Sin embargo, algo dentro de él no podía apartarse. Sabía que aquella criatura, de alguna forma, estaba ligada a él, y que su destino parecía entrelazado con el de ese cuervo blanco. Haciendo acopio de valor, se agachó y alargó la mano con cuidado, intentando no asustar al ave. El cuervo lo observó, su mirada intensificándose, y Elian sintió que algo oscuro y antiguo le susurraba desde lo más profundo de sus pensamientos, como si una voz murmurara a través de un velo de tinieblas.
“¿Estás... aquí... por mí?” Murmuró Elián, siendo apenas consciente de sus propias palabras. La pregunta surgió de sus labios sin pensarlo, como si otra parte de su mente se estuviera comunicando con la criatura. El cuervo no respondió, pero sus ojos se centraron con un destello extraño, casi humano.
Antes de poder procesar lo que estaba sucediendo, Elian escuchó un crujido detrás de él. Se giró rápidamente, el corazón latiéndole con fuerza, pero no vio a nadie. El bosque parecía sumido en un silencio tenso. Cuando volvió la vista hacia el cuervo, éste ya no estaba. En su lugar, solo quedó un rastro de plumas blancas sobre el suelo y un fino hilo de sangre que desapareció en la dirección contraria.
Elian se levantó, todavía sin entender qué había presenciado, y comenzó a seguir el rastro, sintiéndose arrastrado hacia la espesura del bosque, hacia lugares donde los aldeanos no se atrevían a ir. La niebla se volvía más espesa a medida que avanzaba, y las sombras parecían alargarse a su alrededor, formando figuras distorsionadas que parecían susurrarle al oído. Siguió adelante, resistiéndose al miedo, como si algo más fuerte que él lo empujara a descubrir lo que se escondía en la penumbra del bosque.
A medida que avanzaba, los árboles se regresaban más retorcidos y las sombras más densas, hasta que el rastro de sangre se desvaneció.

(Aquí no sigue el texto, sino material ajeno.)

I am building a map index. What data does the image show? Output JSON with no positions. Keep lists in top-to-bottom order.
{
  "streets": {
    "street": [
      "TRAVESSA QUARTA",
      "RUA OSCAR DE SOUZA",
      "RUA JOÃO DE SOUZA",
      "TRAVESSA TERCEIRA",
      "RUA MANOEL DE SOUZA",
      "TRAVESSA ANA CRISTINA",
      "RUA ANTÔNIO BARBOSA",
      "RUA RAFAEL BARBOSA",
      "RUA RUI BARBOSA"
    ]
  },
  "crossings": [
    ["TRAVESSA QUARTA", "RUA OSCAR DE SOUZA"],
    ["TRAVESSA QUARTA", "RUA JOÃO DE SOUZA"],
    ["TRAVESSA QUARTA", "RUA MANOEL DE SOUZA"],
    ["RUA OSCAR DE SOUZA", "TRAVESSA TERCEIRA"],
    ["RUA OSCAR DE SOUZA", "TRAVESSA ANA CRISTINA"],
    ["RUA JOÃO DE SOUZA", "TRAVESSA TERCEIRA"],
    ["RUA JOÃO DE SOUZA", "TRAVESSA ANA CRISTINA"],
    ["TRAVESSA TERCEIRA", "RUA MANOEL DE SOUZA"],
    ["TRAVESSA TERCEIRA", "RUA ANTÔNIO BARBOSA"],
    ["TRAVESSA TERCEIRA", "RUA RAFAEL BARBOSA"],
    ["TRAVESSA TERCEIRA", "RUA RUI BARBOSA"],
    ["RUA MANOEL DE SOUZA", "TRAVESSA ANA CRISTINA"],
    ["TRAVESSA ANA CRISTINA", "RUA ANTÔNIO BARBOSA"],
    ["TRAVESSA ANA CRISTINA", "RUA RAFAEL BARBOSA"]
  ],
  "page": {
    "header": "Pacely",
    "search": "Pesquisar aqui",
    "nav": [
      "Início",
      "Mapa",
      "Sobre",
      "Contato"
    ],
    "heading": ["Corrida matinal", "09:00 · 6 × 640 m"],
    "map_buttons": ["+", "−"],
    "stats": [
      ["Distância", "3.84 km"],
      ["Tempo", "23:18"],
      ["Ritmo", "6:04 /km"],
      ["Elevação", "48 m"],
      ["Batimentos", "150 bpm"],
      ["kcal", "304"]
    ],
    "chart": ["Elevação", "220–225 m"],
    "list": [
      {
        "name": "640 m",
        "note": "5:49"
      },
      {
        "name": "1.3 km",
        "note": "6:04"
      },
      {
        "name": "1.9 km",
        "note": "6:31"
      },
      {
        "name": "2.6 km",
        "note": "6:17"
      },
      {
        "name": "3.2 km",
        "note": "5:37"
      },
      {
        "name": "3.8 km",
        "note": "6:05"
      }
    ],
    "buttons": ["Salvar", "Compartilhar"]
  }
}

Elián se detuvo, mirando a su alrededor, cuando de repente escuchó el susurro inconfundible de una voz: “...Elián...”
El joven sintió que su nombre, pronunciado por aquella voz extraña, resonaba en el aire como una advertencia y una invitación a partes iguales. Siguió caminando, casi como si estuviera en un trance, hasta que llegó a un claro diferente, uno que no recordaba haber visto jamás.
Allí, en medio de las sombras, el cuervo blanco estaba posado en una rama baja, mirándolo fijamente. Esta vez no estaba sola; Sombras indistintas se movían detrás del ave, como figuras humanas que se desvanecían y aparecían entre los árboles. El cuervo emitió otro graznido, un sonido que reverberó como un eco en su cabeza, y Elián sintió un dolor agudo en el pecho, como si algo oscuro se hubiera implantado en su corazón.
Sin previo aviso, el cuervo comenzó a cantar, un canto oscuro y melancólico que llenó el claro y resonó en el bosque entero. Las sombras alrededor de Elian comenzaron a moverse en sincronía con el canto, y una niebla espesa y oscura comenzó a rodearlo, envolviéndolo en un abrazo helado.
Elián intentó gritar, pero ningún sonido salió de sus labios. Era como si el bosque entero, las sombras y el canto del cuervo, estuvieran encerrándolo en una prisión invisible, obligándolo a escuchar, a comprender los secretos que las palabras de los ancianos en la aldea apenas susurraban.